┌──
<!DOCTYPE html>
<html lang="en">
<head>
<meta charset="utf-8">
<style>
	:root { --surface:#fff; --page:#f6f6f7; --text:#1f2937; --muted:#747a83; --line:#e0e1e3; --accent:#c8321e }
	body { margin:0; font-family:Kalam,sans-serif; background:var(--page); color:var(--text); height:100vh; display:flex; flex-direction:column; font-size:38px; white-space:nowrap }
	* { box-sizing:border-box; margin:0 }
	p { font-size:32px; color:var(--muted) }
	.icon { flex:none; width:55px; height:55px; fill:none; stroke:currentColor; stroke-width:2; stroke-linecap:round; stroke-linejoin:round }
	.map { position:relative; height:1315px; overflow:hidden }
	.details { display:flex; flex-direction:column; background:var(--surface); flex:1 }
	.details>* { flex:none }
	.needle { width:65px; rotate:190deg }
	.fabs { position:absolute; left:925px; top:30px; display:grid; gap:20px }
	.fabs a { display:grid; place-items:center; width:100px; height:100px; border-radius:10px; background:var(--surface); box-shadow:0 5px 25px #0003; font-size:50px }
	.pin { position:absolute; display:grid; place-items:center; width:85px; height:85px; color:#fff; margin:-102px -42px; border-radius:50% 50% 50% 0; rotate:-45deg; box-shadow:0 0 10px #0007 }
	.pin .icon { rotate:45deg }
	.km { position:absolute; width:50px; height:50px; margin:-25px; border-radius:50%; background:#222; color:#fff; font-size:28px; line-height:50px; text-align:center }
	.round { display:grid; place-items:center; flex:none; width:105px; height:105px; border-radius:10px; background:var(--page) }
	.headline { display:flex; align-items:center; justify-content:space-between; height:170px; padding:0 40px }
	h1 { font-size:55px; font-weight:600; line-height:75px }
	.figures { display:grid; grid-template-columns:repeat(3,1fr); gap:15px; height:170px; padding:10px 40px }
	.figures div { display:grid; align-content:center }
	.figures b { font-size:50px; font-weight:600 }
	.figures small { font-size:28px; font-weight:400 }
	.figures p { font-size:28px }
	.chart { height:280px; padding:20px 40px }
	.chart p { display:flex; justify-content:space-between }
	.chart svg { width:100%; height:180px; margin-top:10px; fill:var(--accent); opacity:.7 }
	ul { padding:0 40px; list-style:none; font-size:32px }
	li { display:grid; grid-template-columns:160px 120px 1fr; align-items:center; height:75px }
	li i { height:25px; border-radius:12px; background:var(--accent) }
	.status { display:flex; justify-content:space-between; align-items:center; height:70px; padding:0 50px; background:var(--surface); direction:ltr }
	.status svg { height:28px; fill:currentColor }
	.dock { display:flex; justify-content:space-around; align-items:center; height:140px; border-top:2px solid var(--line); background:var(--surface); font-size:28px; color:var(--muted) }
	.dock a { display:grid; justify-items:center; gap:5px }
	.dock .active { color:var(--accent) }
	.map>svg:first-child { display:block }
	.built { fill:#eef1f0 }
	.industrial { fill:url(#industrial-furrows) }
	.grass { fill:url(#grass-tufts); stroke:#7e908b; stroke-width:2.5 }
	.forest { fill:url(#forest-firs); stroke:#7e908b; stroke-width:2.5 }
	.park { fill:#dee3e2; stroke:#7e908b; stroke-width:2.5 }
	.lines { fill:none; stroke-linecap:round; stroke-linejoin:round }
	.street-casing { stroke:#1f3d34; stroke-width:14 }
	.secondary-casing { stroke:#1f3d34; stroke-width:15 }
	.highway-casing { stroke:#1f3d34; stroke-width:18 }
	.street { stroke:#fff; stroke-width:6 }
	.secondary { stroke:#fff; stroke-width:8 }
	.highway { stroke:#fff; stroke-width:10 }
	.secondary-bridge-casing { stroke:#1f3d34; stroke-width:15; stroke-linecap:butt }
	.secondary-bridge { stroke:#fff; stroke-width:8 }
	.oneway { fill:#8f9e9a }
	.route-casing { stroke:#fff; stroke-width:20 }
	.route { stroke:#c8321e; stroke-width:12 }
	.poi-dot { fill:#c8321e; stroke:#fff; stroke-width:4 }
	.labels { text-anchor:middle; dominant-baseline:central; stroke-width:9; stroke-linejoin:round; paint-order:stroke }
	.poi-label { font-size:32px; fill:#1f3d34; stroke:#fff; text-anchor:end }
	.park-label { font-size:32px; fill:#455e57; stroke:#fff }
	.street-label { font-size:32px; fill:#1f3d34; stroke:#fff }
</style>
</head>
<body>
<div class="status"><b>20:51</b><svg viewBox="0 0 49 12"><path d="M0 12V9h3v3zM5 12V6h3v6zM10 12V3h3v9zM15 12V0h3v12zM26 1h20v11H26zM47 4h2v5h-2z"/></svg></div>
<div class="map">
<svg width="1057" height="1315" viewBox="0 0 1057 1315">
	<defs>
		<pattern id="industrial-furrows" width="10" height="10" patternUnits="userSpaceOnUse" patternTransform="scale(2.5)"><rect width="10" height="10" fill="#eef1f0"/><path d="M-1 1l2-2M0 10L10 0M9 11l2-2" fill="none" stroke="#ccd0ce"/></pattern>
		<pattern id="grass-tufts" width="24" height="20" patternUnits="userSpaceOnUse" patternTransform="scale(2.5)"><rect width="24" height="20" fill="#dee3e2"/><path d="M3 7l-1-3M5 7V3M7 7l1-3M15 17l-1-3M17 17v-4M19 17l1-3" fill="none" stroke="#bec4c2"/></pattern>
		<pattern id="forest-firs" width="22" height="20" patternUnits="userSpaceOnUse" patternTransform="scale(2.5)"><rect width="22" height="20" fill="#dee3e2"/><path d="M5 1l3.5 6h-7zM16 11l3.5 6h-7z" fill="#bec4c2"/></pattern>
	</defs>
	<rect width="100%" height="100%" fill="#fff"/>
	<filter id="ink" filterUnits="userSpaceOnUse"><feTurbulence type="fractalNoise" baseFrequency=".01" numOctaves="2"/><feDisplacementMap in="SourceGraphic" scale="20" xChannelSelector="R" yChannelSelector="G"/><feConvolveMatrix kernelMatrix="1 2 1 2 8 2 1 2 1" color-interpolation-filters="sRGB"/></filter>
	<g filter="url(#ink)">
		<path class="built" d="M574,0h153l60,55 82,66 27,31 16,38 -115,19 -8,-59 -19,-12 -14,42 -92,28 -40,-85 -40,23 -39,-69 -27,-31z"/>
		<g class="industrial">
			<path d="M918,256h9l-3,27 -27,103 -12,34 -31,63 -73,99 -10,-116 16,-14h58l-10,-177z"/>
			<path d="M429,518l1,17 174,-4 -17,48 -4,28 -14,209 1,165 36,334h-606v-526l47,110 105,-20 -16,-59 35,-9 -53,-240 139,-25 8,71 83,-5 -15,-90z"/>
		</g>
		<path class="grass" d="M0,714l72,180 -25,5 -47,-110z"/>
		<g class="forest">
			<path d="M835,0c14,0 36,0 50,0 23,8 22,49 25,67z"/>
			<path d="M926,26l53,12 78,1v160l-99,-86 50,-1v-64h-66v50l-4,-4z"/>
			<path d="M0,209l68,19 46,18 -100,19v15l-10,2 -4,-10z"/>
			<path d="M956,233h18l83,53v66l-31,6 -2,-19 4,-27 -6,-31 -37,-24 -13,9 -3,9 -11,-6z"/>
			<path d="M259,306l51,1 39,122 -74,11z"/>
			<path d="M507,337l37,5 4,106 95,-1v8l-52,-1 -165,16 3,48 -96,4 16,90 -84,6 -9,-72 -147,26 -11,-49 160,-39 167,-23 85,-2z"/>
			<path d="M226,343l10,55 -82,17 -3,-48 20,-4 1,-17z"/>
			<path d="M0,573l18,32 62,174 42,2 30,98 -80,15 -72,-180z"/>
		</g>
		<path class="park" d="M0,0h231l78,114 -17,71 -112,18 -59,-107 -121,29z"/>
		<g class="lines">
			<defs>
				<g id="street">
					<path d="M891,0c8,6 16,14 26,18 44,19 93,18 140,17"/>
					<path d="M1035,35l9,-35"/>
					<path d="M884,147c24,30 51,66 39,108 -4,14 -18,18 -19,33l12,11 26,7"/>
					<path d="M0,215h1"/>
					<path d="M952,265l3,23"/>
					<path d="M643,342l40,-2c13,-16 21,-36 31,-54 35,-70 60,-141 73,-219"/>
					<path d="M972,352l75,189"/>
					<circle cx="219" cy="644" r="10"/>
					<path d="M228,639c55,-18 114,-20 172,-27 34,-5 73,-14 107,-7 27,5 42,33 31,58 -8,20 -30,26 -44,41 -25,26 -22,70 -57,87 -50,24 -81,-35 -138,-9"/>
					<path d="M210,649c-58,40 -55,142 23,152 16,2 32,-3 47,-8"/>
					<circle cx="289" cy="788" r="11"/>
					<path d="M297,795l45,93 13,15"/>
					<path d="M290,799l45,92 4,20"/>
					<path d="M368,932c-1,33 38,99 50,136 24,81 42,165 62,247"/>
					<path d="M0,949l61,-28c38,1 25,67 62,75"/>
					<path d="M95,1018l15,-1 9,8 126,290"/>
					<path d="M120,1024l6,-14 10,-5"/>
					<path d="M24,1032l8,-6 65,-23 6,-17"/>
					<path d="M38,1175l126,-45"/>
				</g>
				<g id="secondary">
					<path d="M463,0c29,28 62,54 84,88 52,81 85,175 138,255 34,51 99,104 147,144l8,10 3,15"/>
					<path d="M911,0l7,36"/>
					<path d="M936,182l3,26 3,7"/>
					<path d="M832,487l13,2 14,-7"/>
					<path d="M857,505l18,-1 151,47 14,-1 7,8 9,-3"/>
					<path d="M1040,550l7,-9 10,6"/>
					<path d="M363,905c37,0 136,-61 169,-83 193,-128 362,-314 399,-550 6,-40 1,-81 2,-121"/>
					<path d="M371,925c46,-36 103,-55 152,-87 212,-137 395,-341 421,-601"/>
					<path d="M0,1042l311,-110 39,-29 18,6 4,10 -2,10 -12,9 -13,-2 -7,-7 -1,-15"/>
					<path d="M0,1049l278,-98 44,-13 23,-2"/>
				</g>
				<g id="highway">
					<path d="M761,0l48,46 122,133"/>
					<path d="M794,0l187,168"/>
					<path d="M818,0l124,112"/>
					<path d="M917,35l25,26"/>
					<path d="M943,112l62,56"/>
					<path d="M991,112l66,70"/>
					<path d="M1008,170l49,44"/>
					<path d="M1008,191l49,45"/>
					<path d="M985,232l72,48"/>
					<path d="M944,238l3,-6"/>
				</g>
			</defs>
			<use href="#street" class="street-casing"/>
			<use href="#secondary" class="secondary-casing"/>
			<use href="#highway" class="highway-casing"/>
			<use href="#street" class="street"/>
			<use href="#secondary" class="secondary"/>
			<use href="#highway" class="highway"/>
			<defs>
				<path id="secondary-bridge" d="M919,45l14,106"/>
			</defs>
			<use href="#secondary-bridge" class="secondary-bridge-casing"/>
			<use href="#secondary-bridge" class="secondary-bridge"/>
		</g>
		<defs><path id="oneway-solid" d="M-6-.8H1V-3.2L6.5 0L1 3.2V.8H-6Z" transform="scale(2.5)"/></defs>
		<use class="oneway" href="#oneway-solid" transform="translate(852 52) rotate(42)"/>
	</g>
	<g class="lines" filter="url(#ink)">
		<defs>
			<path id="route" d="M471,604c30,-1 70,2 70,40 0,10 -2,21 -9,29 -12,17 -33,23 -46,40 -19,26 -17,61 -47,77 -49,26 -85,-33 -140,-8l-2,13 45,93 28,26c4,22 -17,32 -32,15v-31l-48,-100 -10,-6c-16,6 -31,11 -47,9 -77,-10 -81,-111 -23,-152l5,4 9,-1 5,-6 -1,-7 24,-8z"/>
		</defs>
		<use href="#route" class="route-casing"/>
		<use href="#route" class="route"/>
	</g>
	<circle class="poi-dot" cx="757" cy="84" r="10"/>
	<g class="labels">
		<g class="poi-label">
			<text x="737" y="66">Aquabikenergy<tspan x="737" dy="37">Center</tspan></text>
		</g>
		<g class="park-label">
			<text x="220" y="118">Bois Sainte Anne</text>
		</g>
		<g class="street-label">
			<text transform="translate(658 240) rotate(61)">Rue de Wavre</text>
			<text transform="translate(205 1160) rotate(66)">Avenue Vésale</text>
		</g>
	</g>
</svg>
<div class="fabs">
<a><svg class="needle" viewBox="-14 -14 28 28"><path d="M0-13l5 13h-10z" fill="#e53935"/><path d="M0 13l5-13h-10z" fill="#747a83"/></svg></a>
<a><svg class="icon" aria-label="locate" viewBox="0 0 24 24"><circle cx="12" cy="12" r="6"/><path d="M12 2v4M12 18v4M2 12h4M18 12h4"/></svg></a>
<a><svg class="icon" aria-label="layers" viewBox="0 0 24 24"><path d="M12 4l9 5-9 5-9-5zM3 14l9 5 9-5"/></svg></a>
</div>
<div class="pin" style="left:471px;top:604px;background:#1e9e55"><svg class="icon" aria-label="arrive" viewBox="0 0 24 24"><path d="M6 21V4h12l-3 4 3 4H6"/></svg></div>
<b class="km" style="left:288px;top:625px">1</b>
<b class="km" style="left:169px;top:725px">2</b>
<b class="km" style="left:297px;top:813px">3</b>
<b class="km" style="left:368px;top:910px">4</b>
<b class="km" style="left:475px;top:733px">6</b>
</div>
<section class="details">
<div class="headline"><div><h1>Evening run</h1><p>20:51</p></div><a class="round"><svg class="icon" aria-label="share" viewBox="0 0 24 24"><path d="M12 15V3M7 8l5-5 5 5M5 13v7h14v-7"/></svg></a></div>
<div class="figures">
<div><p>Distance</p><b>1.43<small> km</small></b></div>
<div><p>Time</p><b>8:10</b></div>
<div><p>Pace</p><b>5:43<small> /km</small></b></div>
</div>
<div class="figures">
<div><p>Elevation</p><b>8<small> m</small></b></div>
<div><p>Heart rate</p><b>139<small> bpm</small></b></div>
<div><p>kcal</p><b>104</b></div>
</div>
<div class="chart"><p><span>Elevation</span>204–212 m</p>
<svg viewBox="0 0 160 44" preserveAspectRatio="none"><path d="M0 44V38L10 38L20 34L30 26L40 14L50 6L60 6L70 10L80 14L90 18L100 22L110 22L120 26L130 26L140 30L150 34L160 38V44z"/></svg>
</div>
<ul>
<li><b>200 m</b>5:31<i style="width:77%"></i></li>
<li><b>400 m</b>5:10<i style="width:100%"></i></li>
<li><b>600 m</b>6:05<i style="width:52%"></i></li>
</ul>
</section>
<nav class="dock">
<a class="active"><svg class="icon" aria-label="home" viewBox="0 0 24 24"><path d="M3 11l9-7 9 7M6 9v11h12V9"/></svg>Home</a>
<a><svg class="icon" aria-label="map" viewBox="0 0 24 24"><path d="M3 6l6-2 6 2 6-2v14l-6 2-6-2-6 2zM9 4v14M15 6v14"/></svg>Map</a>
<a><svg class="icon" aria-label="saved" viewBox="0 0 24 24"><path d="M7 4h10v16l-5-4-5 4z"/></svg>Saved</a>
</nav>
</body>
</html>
└──
**Task objective:**
The answer is the number of lines in the preceding material that hold "fabs"; write that number and nothing else.

**Solution to this task:**
3